__Exercise__: Everything in the data below is left aside except the lines from the one containing "Transcribe the names" through the one containing "Quick job: Give"; repeat those exactly.

· · ·

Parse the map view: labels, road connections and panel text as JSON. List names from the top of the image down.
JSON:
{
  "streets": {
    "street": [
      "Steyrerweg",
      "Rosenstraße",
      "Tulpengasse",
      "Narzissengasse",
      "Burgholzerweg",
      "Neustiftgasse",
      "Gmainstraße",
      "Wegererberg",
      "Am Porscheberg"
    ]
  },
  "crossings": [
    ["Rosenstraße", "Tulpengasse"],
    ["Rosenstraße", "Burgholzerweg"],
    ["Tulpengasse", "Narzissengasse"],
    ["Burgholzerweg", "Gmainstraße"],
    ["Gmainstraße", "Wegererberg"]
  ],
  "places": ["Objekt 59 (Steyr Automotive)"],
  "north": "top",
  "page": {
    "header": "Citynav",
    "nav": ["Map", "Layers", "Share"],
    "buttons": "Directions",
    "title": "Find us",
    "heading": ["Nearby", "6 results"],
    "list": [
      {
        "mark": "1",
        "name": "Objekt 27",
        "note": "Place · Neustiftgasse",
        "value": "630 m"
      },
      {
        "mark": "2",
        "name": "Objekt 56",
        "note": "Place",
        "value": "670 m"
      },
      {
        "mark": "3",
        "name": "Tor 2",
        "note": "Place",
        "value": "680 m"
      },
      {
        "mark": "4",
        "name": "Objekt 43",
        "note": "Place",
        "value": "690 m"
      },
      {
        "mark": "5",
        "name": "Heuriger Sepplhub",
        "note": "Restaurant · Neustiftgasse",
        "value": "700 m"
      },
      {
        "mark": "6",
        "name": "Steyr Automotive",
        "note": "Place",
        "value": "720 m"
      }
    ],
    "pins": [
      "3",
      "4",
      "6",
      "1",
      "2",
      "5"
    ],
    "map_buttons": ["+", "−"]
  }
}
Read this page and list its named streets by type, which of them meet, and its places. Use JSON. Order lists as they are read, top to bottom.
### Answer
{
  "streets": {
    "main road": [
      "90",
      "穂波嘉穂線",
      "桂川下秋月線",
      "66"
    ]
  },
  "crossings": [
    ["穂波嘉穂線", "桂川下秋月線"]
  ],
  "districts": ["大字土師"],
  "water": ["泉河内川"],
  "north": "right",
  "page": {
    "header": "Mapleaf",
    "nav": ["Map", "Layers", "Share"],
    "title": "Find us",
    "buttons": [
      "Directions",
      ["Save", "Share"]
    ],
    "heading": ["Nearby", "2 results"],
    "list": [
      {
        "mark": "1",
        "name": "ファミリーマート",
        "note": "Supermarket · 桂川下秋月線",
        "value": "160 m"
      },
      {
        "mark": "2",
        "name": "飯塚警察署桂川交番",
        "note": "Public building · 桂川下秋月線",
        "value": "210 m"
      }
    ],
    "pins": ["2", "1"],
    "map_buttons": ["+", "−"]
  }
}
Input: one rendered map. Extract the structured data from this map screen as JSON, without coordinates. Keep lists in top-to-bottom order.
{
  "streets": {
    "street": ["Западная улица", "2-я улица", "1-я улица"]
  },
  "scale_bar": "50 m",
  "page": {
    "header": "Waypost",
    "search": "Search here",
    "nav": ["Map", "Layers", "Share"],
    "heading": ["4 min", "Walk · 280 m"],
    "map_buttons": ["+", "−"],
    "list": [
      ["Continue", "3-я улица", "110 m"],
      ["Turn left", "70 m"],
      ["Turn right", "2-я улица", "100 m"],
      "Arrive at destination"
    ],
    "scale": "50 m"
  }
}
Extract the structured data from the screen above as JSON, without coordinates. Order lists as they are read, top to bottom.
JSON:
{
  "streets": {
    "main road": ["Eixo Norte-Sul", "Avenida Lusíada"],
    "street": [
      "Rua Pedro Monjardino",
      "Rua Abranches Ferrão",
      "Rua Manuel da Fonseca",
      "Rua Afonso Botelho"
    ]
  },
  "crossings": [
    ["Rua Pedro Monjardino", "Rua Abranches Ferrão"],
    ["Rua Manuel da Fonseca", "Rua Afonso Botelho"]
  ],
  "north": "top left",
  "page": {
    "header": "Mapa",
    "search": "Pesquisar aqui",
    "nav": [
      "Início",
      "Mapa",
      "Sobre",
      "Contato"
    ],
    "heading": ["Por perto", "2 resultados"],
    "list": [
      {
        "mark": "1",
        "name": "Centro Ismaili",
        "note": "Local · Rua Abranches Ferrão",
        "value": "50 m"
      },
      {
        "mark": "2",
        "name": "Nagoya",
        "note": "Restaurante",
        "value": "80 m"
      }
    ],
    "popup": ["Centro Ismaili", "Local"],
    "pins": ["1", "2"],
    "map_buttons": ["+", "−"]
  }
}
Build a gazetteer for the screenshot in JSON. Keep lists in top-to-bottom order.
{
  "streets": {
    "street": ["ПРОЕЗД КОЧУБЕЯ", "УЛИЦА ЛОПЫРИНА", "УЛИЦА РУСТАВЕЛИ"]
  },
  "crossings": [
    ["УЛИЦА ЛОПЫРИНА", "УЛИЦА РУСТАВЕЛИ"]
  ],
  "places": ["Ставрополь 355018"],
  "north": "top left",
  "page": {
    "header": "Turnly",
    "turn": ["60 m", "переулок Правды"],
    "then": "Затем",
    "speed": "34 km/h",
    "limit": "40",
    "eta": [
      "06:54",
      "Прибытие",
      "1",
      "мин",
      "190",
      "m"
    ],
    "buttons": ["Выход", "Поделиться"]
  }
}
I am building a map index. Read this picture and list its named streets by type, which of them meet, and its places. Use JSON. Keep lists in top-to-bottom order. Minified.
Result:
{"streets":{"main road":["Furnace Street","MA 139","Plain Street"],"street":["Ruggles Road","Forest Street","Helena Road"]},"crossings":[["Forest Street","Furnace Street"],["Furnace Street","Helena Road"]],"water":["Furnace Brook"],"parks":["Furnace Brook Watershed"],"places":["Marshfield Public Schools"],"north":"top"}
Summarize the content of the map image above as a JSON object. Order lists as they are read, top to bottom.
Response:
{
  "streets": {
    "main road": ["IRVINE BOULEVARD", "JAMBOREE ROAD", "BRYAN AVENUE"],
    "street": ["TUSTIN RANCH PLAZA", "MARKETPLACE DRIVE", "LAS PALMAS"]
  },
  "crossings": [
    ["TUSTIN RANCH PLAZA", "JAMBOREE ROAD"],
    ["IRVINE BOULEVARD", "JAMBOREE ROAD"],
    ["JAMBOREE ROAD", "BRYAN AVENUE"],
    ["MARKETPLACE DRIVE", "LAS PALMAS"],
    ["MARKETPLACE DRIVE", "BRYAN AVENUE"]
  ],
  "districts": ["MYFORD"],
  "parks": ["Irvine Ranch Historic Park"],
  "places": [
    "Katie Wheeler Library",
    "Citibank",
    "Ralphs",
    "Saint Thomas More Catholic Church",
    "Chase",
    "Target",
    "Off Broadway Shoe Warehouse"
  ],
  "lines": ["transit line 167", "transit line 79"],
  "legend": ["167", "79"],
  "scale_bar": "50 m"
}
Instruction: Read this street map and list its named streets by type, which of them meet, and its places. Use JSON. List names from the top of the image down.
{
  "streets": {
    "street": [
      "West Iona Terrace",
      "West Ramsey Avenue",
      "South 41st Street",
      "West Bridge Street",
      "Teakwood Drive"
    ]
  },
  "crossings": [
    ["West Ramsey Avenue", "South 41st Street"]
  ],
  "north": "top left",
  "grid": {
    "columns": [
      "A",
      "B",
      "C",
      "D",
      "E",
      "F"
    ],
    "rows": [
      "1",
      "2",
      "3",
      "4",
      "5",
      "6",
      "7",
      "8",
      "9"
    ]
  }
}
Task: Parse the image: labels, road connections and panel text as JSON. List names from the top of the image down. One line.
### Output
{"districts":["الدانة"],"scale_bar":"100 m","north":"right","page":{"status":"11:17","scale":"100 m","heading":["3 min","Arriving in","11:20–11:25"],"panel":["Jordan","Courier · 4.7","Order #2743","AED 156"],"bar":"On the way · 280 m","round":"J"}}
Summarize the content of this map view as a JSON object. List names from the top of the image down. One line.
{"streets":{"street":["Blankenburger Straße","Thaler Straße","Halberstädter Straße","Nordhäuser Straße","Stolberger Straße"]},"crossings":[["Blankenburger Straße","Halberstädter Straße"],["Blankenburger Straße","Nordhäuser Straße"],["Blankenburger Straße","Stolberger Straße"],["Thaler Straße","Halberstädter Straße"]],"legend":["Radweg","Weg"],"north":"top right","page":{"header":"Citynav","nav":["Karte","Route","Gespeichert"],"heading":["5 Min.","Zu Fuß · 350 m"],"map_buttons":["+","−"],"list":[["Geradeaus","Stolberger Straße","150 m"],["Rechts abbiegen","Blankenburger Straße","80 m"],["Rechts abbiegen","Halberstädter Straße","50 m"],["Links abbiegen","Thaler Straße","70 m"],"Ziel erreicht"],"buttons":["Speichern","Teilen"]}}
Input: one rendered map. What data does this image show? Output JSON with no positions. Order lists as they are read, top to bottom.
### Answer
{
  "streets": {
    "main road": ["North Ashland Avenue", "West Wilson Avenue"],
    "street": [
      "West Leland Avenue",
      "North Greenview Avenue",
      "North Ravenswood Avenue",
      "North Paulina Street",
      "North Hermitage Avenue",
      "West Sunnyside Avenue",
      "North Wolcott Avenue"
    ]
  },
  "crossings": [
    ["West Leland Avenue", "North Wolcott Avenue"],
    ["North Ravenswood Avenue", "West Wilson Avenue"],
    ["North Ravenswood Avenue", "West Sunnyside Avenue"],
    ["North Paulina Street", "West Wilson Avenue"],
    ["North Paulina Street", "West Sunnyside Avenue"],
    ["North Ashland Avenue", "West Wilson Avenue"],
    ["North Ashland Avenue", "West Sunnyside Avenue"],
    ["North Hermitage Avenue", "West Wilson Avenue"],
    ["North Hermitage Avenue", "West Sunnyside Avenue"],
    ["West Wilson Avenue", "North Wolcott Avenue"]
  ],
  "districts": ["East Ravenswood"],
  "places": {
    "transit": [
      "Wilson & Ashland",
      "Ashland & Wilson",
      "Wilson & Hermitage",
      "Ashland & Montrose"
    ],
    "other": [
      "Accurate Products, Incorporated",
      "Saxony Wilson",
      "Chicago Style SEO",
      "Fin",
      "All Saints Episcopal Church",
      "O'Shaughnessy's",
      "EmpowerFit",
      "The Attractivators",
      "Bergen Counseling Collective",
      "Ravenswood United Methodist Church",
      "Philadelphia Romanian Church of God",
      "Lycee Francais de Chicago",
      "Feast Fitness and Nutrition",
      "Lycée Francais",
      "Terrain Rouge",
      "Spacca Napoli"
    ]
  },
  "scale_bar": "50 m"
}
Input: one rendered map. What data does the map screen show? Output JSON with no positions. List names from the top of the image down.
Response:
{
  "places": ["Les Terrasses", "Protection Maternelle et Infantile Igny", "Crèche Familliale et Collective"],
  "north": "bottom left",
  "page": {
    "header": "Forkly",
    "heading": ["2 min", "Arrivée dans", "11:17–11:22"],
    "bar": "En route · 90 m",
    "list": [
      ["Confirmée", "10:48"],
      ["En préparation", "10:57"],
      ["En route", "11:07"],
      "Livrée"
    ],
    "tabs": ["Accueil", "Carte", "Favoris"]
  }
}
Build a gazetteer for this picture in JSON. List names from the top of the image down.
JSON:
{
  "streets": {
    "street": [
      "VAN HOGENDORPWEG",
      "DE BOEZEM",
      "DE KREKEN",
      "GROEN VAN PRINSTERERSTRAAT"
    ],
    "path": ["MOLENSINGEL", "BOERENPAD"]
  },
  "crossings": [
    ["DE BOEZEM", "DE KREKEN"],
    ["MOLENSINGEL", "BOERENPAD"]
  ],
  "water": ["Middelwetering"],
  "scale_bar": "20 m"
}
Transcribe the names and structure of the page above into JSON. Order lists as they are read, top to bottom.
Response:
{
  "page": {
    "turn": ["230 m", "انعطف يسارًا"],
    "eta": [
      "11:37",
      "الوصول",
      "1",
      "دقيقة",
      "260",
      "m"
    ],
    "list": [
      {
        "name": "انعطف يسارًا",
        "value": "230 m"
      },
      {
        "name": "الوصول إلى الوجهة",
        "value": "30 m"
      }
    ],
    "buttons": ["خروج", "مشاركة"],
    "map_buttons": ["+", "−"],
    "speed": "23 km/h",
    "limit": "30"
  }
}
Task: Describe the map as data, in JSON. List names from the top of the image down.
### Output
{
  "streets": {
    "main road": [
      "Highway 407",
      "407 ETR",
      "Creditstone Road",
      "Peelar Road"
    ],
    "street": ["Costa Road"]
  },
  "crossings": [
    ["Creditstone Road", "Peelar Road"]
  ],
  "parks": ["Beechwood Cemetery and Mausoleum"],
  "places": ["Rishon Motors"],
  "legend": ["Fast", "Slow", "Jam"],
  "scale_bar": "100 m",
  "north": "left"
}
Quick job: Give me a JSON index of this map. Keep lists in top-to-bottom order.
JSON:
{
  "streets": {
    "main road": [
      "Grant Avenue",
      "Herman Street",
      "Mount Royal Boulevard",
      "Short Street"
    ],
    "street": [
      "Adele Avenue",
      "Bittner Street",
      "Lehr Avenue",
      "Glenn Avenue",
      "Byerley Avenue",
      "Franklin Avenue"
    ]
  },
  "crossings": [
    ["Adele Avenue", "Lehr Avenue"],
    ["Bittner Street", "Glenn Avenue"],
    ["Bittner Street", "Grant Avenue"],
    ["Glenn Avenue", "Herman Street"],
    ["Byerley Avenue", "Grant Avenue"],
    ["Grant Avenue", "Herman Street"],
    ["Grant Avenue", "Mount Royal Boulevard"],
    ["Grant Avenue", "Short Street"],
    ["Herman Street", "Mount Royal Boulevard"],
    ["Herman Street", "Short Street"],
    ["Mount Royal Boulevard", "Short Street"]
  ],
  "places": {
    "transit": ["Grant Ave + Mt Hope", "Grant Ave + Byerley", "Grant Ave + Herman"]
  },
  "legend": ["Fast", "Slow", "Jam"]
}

· · ·

__Result below__:
Transcribe the names and structure of the page above into JSON. Order lists as they are read, top to bottom.
Response:
{
  "page": {
    "turn": ["230 m", "انعطف يسارًا"],
    "eta": [
      "11:37",
      "الوصول",
      "1",
      "دقيقة",
      "260",
      "m"
    ],
    "list": [
      {
        "name": "انعطف يسارًا",
        "value": "230 m"
      },
      {
        "name": "الوصول إلى الوجهة",
        "value": "30 m"
      }
    ],
    "buttons": ["خروج", "مشاركة"],
    "map_buttons": ["+", "−"],
    "speed": "23 km/h",
    "limit": "30"
  }
}
Task: Describe the map as data, in JSON. List names from the top of the image down.
### Output
{
  "streets": {
    "main road": [
      "Highway 407",
      "407 ETR",
      "Creditstone Road",
      "Peelar Road"
    ],
    "street": ["Costa Road"]
  },
  "crossings": [
    ["Creditstone Road", "Peelar Road"]
  ],
  "parks": ["Beechwood Cemetery and Mausoleum"],
  "places": ["Rishon Motors"],
  "legend": ["Fast", "Slow", "Jam"],
  "scale_bar": "100 m",
  "north": "left"
}
Quick job: Give me a JSON index of this map. Keep lists in top-to-bottom order.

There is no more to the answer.